Intellectual Property organization

  • The objective of most intellectual property law is to “Promote progress.” By exchanging limited exclusive rights for disclosure of inventions and creative works, society and the patentee/copyright owner mutually benefit, and an incentive is created for inventors and authors to create and disclose their work.

(i) World Intellectual Property Organization (WIPO)

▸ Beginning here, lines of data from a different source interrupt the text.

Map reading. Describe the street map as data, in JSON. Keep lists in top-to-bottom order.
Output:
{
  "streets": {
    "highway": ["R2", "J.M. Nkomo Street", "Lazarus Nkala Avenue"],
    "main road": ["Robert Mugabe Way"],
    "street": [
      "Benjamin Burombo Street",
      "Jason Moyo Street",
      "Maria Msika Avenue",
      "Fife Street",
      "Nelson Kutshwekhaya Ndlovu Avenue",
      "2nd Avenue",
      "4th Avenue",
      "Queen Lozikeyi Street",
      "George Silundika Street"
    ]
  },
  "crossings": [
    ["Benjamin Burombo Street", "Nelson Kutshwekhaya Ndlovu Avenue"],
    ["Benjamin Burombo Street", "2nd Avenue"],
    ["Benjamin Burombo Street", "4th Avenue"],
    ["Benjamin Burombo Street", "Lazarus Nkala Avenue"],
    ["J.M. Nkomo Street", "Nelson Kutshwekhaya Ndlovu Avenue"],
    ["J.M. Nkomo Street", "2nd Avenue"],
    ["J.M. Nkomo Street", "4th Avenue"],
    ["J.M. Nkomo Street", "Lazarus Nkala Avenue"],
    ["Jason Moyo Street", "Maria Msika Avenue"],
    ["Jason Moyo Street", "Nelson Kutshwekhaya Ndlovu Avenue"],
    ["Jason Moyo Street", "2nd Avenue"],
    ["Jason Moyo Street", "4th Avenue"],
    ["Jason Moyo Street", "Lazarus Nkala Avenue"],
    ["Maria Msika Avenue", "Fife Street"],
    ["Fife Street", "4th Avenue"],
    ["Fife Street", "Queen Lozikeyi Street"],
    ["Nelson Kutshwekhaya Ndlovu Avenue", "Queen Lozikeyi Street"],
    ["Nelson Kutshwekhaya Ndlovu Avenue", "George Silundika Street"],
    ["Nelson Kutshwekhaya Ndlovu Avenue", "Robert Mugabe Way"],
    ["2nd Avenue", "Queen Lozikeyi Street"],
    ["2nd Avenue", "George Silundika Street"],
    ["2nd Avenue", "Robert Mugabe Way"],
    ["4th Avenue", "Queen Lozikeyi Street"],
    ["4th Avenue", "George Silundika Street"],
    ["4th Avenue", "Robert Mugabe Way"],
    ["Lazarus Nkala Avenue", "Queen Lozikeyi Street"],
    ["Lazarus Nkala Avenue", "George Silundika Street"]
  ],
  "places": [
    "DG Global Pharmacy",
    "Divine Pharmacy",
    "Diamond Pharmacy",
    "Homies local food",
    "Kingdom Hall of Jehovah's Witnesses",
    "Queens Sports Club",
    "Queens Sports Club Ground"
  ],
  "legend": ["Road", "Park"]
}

  • Every nation has its own intellectual property laws. World Intellectual Property Organization (WIPO) was constituted in 1967 and based in Geneva administer treaties in the field of intellectual property. 
  • There are 184 members in World Intellectual Property Organization (WIPO) along with India. Some common convention/treaty/protocol is Paris convention for protection of Industry and related to patents, trademarks and designs. 
  • Another is PCT (Patent cooperation treaty) which facilitates obtaining of patent in several countries.
  • Madrid protocol administered by WIPO is a simple, facilitative and cost effective method for registration of International Trademarks. Besides, WTO (World trade organization) contains an agreement on IP called TRIPS (Trade related aspect of Intellectual property. Similarly, there is African (ARIPO), Organization (OAPI) or African Intellectual Property Organization.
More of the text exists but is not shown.